If Ariel wasn’t online, I’d see if there was any suspicious rash of deaths in Laramie, other than the ones I’d already found dated last week. There hadn’t been any more yet, but with Peter and the others there, and according to the Institute’s GPS tracker they were, it was only a matter of time. I grabbed my laptop and opened it as I tipped back the cup for the last swallow of Mountain Dew. I loved caffeine almost as much as grease and sugar. Stefan took in the sight and drawled, “Greek Gods live on Mount Olympus. Geek Gods live on Mountain Dew.”
“Drug dealer, pilot, ex-assassin-in-training, genius, geek, and hot.” I didn’t bother to gift him with a glance. “Can you claim that many talents?” I started typing and hacked into the nearest secure WiFi. The free, unsecured kind didn’t last past the parking lot of the coffee shop or bookstore that hosted it.
“That is damn talented,” Saul said from behind. “Maybe I should think of hiring you as a subcontractor. God knows I make no moral judgments. I make money. That’s it. Th
ings are much simpler that way.”
“Simple in the way you assisted Stefan in liberating me from a heavily guarded, virtual fort at the risk of your blindingly horrific neon shirt?” I asked as I zipped through a firewall, typing on. God knew I couldn’t forget that shirt.
“It was a lot of mon—You liked that shirt?” I turned my head to see him give a pleased grin and then change it into a scowl as he finished his excuse. “It was a lot of money. It had nothing to do with saving your polysyllabic ass. It was only about the money. It’s never about anything but the money, you brat.”
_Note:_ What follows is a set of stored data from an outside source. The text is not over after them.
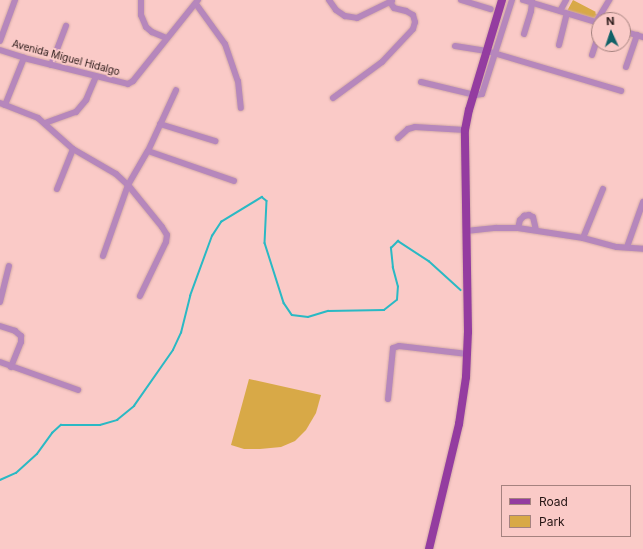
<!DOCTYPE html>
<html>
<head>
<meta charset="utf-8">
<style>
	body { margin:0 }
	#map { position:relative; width:643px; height:549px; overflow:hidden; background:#facac7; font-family:Inter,sans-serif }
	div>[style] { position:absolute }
	.green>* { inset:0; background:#d8a947 }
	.stream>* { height:1.5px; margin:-0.75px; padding:0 0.75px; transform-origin:0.75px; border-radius:0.75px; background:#2ab9c4 }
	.roads { filter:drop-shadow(0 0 1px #d4a9a7) drop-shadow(0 0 1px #d4a9a7) }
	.minor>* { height:6px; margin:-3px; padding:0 3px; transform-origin:3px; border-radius:3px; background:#b687bc }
	.major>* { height:8px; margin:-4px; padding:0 4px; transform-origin:4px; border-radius:4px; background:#943ca0 }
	span { translate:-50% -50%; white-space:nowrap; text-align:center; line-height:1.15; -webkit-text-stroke:4px #facac7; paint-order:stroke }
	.street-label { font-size:10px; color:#251514 }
	.legend { position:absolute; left:501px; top:485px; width:130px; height:52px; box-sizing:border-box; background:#facac7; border:1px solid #a5827f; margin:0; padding:5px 7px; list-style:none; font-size:12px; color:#251514 }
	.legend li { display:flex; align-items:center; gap:8px; height:20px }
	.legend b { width:20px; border:1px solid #a5827f }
	.north { position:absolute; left:591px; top:12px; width:40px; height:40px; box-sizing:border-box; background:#facac7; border:1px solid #a5827f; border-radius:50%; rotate:357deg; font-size:11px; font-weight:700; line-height:16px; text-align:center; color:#251514 }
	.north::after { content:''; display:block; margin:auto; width:14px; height:18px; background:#106167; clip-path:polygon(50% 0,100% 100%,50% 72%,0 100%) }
</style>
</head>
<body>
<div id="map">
	<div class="green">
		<i style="clip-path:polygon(573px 0,596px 12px,595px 13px,598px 15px,595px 20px,567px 11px)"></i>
		<i style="clip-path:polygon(249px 379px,321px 395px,316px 413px,306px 430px,295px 441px,281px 447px,260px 449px,244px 449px,231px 445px)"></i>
	</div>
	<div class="stream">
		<i style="left:0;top:480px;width:17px;rotate:-24deg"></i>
		<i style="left:16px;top:473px;width:28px;rotate:-42deg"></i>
		<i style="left:37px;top:454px;width:26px;rotate:-54deg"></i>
		<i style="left:52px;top:433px;width:12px;rotate:-42deg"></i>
		<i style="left:61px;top:425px;width:39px"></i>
		<i style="left:100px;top:425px;width:18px;rotate:-16deg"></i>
		<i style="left:117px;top:420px;width:22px;rotate:-39deg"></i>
		<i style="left:134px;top:406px;width:68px;rotate:-55.1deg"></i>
		<i style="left:173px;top:350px;width:19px;rotate:-65deg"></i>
		<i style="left:181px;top:333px;width:38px;rotate:-76deg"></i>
		<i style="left:190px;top:296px;width:64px;rotate:-69.9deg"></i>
		<i style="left:212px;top:236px;width:17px;rotate:-57deg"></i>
		<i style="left:221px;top:222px;width:48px;rotate:-31.4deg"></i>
		<i style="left:262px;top:197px;width:6px;rotate:39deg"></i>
		<i style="left:267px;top:201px;width:42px;rotate:92.7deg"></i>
		<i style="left:265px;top:243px;width:63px;rotate:72.4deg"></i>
		<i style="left:284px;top:303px;width:14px;rotate:56deg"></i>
		<i style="left:292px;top:315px;width:16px;rotate:7deg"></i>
		<i style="left:308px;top:317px;width:21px;rotate:-17deg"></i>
		<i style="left:328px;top:311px;width:56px;rotate:-1deg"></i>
		<i style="left:384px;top:310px;width:16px;rotate:-38deg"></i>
		<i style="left:397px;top:300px;width:13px;rotate:-86deg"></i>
		<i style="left:398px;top:287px;width:20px;rotate:-105deg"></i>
		<i style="left:393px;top:268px;width:20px;rotate:-96deg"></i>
		<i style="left:391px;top:248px;width:10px;rotate:-45deg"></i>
		<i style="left:398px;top:241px;width:37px;rotate:33deg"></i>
		<i style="left:429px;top:261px;width:43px;rotate:42.2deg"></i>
	</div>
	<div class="roads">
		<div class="minor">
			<i style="left:141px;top:0;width:15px;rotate:90deg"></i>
			<i style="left:141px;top:15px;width:13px;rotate:67deg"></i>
			<i style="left:146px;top:27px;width:8px;rotate:40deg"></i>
			<i style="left:152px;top:32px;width:15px;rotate:23deg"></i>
			<i style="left:329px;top:0;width:12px;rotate:55deg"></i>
			<i style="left:336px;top:10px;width:11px;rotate:34deg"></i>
			<i style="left:345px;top:16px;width:12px;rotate:9deg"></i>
			<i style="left:357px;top:18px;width:39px;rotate:-26deg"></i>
			<i style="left:461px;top:0;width:31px;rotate:17deg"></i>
			<i style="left:523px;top:0;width:79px;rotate:16.8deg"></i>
			<i style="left:196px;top:4px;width:49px;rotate:54.1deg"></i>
			<i style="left:225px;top:44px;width:39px;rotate:71deg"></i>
			<i style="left:238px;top:81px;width:27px;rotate:84deg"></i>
			<i style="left:560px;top:11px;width:13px;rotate:-61deg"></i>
			<i style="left:596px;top:22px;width:26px;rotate:-59deg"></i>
			<i style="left:623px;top:31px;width:21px;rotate:17deg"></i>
			<i style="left:524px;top:34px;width:24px;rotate:-73deg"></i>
			<i style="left:531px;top:11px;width:10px;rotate:-84deg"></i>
			<i style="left:0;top:41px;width:44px;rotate:-69.9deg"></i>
			<i style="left:559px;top:45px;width:32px;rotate:-76deg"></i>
			<i style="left:455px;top:46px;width:32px;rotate:9deg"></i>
			<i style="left:487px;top:51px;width:140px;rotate:16.6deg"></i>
			<i style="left:0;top:50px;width:25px;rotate:18deg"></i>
			<i style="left:24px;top:58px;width:107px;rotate:14deg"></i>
			<i style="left:128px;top:84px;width:6px;rotate:-31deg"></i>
			<i style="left:133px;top:81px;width:104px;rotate:-51.3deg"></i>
			<i style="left:592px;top:55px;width:23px;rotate:-72deg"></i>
			<i style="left:51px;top:65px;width:42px;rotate:-69deg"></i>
			<i style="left:626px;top:67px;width:34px;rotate:-71deg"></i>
			<i style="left:421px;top:82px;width:56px;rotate:13.5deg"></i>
			<i style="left:475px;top:95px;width:7px;rotate:-8deg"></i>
			<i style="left:482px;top:94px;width:99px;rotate:-72.3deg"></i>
			<i style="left:333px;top:98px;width:61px;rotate:-36.3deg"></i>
			<i style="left:382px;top:62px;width:45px;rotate:-46.8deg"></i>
			<i style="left:413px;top:29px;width:7px;rotate:-74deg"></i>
			<i style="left:415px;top:22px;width:7px;rotate:-106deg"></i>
			<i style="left:413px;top:15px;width:8px;rotate:-150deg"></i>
			<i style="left:406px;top:11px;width:12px;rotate:-166deg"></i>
			<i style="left:394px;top:8px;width:7px;rotate:-124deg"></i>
			<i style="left:0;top:103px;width:41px;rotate:21.5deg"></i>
			<i style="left:38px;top:118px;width:47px;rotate:41.5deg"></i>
			<i style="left:73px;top:149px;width:50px;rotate:30.2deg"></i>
			<i style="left:116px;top:174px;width:16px;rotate:43deg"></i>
			<i style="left:128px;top:185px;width:54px;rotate:51deg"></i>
			<i style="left:162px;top:227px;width:9px;rotate:58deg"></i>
			<i style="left:167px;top:235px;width:7px;rotate:98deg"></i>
			<i style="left:166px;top:242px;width:60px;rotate:115.7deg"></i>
			<i style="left:5px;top:105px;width:51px;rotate:-68deg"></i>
			<i style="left:45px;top:123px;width:33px;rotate:-20deg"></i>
			<i style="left:76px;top:112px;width:16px;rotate:-50deg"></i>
			<i style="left:86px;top:100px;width:25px;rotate:-67deg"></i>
			<i style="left:160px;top:124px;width:58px;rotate:17.2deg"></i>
			<i style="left:398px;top:138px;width:13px;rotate:-42deg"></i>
			<i style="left:408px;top:129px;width:7px;rotate:-16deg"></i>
			<i style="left:415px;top:127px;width:50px;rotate:3.4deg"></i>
			<i style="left:148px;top:151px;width:91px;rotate:19.2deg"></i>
			<i style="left:57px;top:189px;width:43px;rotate:-68.2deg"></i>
			<i style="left:518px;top:228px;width:8px;rotate:-76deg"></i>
			<i style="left:520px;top:220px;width:6px;rotate:-45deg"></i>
			<i style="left:524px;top:216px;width:5px;rotate:-11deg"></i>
			<i style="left:529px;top:215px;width:4px;rotate:27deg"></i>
			<i style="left:533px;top:217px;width:13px;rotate:77deg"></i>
			<i style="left:466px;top:231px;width:30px;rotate:-6deg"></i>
			<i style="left:496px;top:228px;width:22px"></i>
			<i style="left:518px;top:228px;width:66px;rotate:8.7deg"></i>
			<i style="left:583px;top:238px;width:35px;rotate:15deg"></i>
			<i style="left:617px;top:247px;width:26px;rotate:4deg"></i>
			<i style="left:583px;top:238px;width:53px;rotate:-67.8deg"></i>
			<i style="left:627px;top:247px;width:48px;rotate:-70.4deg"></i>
			<i style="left:103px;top:256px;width:75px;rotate:-70.6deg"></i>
			<i style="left:128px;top:185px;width:39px;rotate:-60deg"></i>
			<i style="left:148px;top:151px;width:67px;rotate:-65.3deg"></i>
			<i style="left:0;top:302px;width:37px;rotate:-76deg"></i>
			<i style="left:0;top:326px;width:16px;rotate:18deg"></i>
			<i style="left:15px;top:331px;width:8px;rotate:40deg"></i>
			<i style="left:21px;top:336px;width:6px;rotate:90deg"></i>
			<i style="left:21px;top:342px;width:27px;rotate:112deg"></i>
			<i style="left:0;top:362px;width:83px;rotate:19.7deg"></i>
			<i style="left:388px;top:399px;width:51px;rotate:-84.4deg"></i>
			<i style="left:393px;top:348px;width:6px;rotate:-18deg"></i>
			<i style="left:399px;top:346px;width:69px;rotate:6.6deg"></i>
		</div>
		<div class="major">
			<i style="left:429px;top:549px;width:129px;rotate:-76.5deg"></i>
			<i style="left:459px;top:424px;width:48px;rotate:-81.5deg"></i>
			<i style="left:466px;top:377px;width:45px;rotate:-87.5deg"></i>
			<i style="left:468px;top:332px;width:202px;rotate:-90.9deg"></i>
			<i style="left:465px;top:130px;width:20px;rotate:-79deg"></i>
			<i style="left:469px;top:110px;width:115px;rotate:-73.3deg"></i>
		</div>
	</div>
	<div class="street-label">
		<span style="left:66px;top:58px;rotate:15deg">Avenida Miguel Hidalgo</span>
	</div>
	<ul class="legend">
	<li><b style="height:5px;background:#943ca0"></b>Road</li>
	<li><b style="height:11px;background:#d8a947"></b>Park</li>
	</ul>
	<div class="north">N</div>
</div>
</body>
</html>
I dismissed him, saying, “You’re lying. Your voice is half a pitch higher, pupils slightly dilated, you touched your collar twice, and you said never—never means at least once if not always. I could go on. Would you like me to?” Saul had a soft spot to have done what he did, one beyond his friendship with Stefan. I wondered what it was. I didn’t ask, but I wondered.
I also didn’t give him a chance to reply. Instilling fear in your subject at first opportunity ensures better behavior faster. In this case, better behavior would be Saul no longer annoying me. “Besides your refusal to admit morality, we could talk about your extreme womanizing. Overcompensation and denial so blatant it should require little comment, except to you perhaps.” I studied him intensely. “Psychology is a hobby of mine. I could produce some notes for you to study. They might assist in your personal development. Except for your love of spandex. I can’t comment on that. It’s too horrifying.”
“He’s shitting me, right?” Saul directed the question to Stefan with more than a little desperation.
“Oh, I very well could and you would never know it,” I answered placidly, before Stefan had a chance, and returned to my computer. “I could give you an Oedipal complex in less than three minutes if you want to put it to the test. In six minutes I could turn you into an agoraphobic germophobe with profound hoarding proclivities. Those last two aren’t easily combined, but I have faith I could pull it off. It’s up to you.”